Where does the string "casing" occur in the records? Copy each line that holds it.
########################################
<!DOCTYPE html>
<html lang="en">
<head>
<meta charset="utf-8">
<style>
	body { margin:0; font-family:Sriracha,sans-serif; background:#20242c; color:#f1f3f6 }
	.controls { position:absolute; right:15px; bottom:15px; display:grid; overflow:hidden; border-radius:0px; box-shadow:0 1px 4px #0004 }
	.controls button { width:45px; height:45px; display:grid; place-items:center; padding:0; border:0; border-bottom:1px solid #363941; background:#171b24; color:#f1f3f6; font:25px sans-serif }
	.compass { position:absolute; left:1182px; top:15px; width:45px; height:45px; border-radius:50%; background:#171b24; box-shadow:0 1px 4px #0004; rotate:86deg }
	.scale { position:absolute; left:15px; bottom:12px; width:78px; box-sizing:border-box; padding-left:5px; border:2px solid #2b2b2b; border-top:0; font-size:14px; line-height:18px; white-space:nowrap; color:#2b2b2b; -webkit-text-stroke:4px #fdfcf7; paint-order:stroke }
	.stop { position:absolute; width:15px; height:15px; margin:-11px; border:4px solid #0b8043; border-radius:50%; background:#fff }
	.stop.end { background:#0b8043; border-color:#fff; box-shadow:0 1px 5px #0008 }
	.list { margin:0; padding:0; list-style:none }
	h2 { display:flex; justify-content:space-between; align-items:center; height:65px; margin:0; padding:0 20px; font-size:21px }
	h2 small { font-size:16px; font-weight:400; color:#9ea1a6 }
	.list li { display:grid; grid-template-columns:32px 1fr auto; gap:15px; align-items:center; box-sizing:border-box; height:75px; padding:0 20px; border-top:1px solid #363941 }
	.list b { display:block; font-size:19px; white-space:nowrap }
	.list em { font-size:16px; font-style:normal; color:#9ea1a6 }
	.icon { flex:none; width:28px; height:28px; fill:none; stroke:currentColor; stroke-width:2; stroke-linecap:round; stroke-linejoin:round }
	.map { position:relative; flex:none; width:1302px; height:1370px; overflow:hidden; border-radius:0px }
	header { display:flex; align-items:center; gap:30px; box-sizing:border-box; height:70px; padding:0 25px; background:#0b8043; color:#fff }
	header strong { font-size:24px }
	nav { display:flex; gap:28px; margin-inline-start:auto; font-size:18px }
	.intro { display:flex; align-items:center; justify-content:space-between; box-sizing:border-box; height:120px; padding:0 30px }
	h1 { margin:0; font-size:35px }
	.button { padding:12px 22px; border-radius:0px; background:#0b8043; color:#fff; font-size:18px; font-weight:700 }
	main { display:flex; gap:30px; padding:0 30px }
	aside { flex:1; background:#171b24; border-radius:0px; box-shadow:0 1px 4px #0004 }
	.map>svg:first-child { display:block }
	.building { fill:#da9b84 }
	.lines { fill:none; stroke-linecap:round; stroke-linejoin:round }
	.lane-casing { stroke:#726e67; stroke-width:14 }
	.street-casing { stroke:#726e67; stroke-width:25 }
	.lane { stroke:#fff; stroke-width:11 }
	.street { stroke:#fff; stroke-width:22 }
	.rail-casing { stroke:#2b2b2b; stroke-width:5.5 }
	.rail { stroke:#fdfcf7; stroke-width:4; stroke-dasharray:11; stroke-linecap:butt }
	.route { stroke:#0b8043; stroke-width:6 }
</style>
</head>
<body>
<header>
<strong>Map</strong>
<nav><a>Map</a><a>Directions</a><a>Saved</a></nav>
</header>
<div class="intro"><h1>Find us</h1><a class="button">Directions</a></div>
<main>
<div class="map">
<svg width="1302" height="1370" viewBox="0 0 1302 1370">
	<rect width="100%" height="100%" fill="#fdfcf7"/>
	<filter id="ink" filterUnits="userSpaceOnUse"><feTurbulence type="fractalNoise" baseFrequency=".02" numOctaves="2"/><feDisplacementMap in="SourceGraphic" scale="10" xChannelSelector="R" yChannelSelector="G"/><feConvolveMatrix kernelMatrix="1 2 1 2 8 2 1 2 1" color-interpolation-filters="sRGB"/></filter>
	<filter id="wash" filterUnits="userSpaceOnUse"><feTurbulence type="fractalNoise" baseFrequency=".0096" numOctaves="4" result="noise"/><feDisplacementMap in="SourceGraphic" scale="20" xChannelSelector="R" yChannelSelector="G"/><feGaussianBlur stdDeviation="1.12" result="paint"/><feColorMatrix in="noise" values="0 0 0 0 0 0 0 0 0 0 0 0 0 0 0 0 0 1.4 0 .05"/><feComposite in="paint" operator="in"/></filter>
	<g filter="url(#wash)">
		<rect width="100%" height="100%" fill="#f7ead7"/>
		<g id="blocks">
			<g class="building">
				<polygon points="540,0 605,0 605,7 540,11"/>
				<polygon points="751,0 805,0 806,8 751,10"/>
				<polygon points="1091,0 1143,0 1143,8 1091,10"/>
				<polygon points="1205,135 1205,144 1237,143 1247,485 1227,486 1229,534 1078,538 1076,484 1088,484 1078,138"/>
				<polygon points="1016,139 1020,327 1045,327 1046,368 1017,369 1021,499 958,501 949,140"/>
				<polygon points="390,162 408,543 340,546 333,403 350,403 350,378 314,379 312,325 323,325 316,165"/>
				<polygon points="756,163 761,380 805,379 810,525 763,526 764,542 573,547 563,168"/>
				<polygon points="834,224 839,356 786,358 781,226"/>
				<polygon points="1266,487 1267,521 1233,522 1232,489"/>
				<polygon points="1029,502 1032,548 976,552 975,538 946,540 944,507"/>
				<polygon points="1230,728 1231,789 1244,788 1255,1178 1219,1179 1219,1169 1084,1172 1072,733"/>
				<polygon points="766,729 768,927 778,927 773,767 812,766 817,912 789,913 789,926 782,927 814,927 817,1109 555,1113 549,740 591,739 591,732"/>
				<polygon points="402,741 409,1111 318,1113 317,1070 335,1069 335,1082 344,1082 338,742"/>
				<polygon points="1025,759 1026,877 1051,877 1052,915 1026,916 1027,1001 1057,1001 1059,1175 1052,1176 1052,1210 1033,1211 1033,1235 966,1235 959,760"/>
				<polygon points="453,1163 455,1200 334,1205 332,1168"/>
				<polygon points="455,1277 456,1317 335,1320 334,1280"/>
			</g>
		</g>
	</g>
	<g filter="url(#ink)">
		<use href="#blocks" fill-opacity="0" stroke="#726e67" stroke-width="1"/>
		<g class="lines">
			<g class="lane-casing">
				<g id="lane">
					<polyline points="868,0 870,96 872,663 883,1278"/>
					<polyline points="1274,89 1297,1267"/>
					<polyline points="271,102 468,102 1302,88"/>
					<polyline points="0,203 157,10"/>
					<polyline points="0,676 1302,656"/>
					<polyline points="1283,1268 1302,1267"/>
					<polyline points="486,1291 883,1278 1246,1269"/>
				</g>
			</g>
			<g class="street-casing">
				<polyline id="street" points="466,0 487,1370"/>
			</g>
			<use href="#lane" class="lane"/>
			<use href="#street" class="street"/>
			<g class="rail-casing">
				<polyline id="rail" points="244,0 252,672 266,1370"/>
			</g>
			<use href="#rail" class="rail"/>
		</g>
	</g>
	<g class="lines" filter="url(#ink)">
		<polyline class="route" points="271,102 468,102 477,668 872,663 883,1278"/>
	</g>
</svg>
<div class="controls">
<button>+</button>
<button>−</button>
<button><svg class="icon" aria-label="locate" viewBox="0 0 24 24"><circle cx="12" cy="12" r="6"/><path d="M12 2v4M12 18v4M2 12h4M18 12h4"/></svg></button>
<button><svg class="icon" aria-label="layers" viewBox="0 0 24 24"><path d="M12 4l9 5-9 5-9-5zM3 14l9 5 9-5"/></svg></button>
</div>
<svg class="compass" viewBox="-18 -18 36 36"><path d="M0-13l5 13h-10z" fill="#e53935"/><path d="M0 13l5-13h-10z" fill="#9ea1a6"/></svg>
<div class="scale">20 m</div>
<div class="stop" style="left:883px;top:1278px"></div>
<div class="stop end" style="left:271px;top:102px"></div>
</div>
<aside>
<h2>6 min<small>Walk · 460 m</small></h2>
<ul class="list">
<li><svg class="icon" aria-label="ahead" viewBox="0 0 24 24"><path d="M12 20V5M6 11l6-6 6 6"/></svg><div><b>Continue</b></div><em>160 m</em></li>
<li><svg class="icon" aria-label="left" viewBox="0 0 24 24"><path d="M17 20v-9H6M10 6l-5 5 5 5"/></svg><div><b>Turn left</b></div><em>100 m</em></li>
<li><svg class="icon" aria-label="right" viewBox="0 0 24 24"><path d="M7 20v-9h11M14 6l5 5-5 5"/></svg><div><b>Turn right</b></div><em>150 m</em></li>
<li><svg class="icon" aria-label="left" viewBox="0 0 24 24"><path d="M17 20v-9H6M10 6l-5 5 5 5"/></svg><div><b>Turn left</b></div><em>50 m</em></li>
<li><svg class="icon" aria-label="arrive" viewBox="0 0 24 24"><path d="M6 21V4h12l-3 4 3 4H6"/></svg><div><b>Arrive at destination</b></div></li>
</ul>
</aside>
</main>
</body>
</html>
########################################
• Response for this exercise
	.lane-casing { stroke:#726e67; stroke-width:14 }
	.street-casing { stroke:#726e67; stroke-width:25 }
	.rail-casing { stroke:#2b2b2b; stroke-width:5.5 }
			<g class="lane-casing">
			<g class="street-casing">
			<g class="rail-casing">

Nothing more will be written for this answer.